What is expected. Only the lines from the top of the data through the line with "filter:drop-shadow(0 0 2px" should be repeated, each exactly as written.

Dataset entries.
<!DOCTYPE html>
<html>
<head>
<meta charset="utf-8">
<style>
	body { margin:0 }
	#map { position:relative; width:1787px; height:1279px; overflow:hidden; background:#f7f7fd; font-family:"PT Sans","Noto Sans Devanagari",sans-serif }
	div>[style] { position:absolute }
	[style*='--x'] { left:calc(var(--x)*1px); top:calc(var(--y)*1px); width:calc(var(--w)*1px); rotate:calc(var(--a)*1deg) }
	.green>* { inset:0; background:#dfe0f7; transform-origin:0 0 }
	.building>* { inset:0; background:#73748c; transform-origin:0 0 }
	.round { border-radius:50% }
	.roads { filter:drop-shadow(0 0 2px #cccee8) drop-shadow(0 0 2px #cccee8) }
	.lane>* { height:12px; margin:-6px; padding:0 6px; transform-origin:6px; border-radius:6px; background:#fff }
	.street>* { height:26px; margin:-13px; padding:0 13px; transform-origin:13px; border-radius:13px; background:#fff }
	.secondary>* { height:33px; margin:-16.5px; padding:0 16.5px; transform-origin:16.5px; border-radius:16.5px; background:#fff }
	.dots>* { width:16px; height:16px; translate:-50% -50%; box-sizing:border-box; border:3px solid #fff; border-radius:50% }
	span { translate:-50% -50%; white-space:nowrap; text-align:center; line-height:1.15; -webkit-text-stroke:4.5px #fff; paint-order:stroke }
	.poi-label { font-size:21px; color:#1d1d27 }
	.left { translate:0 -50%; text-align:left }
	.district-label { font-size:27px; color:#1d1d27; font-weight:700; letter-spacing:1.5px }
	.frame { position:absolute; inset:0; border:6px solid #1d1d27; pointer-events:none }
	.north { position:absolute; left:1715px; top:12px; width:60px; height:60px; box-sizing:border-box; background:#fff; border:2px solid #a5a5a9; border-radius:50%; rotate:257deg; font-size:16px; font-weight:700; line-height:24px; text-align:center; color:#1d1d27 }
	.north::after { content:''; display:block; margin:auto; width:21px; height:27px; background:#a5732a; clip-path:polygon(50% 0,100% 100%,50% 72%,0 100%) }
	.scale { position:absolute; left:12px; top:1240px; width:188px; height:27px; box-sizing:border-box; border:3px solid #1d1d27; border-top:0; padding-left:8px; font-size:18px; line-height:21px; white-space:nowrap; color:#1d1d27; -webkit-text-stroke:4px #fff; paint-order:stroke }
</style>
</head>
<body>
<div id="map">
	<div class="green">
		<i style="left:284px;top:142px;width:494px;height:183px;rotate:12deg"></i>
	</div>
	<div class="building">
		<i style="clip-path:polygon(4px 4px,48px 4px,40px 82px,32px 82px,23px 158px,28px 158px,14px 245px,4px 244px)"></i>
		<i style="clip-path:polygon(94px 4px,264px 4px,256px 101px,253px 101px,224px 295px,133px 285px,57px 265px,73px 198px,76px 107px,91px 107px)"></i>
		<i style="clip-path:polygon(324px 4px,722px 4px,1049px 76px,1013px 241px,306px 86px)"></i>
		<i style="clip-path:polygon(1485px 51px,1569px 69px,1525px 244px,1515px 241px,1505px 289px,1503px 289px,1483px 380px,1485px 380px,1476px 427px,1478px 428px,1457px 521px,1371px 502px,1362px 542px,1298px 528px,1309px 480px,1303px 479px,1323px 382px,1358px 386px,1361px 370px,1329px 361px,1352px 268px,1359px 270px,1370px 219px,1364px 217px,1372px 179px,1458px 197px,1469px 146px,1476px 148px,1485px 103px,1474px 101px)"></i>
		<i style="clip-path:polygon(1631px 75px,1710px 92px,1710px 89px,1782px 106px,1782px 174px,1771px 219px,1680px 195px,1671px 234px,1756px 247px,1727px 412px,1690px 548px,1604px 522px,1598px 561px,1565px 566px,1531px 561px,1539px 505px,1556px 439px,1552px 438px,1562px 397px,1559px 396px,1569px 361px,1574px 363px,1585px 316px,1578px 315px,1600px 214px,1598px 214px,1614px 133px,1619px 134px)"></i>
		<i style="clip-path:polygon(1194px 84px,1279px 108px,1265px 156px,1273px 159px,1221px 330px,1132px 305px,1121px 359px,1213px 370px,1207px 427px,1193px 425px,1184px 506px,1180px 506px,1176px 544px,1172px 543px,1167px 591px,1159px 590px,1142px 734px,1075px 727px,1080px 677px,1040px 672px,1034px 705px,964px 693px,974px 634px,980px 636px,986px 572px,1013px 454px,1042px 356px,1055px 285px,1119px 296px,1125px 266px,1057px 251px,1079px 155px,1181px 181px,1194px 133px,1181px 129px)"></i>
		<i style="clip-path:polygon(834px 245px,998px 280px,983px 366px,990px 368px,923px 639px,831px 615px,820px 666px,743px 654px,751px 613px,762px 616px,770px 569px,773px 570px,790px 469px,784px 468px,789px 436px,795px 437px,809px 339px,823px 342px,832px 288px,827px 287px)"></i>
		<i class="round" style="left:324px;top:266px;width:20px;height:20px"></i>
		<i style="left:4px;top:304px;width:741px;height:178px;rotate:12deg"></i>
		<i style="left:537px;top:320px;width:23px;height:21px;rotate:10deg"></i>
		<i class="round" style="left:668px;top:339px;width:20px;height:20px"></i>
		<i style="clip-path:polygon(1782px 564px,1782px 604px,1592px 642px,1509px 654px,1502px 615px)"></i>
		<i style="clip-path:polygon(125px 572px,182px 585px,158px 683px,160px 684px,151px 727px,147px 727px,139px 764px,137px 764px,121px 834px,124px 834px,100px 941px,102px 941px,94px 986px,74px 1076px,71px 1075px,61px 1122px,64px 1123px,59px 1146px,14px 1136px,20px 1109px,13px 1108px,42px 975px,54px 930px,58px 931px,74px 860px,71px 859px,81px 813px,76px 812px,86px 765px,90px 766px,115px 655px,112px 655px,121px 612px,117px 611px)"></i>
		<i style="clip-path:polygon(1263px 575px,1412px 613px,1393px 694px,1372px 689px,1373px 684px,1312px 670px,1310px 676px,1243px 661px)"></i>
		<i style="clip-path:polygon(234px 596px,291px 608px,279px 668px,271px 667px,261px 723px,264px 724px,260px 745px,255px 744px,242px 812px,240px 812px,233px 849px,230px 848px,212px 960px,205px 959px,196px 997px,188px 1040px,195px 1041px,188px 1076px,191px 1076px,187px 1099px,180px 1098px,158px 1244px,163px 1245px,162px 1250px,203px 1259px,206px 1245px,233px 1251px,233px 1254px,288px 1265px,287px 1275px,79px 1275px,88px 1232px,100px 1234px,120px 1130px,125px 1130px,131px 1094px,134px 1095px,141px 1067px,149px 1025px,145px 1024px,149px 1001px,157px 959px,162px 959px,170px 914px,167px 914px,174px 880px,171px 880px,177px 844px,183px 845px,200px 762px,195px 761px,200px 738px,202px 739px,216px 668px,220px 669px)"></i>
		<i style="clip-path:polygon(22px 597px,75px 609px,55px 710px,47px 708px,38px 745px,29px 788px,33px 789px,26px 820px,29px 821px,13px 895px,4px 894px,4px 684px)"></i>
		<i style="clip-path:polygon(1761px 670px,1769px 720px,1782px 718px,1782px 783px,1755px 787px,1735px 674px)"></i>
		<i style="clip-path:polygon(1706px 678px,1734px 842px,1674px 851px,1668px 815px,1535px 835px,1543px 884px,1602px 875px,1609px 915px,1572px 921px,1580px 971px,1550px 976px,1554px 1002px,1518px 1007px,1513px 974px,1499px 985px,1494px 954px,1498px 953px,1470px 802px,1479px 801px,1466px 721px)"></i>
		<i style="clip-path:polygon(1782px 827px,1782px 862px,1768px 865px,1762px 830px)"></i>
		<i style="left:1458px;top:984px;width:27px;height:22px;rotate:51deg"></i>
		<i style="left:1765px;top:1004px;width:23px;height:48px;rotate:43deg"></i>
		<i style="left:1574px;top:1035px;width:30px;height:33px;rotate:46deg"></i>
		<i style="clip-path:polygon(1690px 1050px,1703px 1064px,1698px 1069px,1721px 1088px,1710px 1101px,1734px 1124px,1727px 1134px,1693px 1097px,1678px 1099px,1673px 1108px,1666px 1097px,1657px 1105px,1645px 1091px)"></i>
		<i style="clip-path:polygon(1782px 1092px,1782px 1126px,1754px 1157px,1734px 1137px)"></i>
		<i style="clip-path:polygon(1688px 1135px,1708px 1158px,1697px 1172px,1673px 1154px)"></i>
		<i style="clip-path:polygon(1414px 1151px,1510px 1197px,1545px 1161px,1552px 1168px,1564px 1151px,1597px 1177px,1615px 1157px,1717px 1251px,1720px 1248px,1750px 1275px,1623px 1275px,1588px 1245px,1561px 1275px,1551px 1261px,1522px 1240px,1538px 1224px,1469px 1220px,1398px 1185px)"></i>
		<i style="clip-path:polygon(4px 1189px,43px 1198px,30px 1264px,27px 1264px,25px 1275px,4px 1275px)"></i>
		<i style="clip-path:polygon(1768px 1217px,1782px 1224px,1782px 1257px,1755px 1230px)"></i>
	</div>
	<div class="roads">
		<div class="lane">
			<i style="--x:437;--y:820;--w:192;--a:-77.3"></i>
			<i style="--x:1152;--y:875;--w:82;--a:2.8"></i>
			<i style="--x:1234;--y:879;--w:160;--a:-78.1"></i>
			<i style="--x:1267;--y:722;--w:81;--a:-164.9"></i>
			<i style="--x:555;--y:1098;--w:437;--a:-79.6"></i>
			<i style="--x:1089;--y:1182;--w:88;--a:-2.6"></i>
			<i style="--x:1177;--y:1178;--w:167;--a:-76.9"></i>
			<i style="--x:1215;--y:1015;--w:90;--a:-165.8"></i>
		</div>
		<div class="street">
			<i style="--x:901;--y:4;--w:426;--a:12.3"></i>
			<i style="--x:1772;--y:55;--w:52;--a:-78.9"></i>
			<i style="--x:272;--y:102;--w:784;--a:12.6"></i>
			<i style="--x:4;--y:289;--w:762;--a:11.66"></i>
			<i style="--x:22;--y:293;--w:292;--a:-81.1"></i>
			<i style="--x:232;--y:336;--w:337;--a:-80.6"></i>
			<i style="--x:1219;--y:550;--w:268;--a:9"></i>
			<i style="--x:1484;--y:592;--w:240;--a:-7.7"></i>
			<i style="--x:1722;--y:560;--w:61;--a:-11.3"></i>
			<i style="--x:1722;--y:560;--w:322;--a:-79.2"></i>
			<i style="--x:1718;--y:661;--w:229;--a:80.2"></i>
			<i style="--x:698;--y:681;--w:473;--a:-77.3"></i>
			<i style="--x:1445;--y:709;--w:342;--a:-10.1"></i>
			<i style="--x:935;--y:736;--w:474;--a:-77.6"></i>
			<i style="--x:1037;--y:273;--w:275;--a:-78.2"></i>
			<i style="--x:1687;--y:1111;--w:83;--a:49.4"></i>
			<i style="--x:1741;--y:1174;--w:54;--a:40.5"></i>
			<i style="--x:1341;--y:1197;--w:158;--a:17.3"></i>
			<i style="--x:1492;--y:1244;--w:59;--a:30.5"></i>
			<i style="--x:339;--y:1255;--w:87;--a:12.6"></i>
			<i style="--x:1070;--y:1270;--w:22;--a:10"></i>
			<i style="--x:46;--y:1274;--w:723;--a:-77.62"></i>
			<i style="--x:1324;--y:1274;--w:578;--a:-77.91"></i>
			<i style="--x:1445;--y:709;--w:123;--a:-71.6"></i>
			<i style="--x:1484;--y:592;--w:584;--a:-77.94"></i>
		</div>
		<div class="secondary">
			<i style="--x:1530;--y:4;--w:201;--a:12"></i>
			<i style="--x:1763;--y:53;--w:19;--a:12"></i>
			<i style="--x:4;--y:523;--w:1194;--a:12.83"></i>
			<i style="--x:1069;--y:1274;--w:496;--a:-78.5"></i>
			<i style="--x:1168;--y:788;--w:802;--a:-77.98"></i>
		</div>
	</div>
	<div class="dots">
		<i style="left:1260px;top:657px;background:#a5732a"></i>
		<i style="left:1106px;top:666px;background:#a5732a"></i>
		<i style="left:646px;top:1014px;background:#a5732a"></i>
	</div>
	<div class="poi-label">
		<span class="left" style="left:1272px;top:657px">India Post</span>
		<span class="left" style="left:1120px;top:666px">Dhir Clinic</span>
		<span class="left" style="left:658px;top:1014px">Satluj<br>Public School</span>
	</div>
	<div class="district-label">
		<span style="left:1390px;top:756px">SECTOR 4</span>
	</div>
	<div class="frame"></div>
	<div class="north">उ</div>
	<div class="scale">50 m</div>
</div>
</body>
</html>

Problem solution.
<!DOCTYPE html>
<html>
<head>
<meta charset="utf-8">
<style>
	body { margin:0 }
	#map { position:relative; width:1787px; height:1279px; overflow:hidden; background:#f7f7fd; font-family:"PT Sans","Noto Sans Devanagari",sans-serif }
	div>[style] { position:absolute }
	[style*='--x'] { left:calc(var(--x)*1px); top:calc(var(--y)*1px); width:calc(var(--w)*1px); rotate:calc(var(--a)*1deg) }
	.green>* { inset:0; background:#dfe0f7; transform-origin:0 0 }
	.building>* { inset:0; background:#73748c; transform-origin:0 0 }
	.round { border-radius:50% }
	.roads { filter:drop-shadow(0 0 2px #cccee8) drop-shadow(0 0 2px #cccee8) }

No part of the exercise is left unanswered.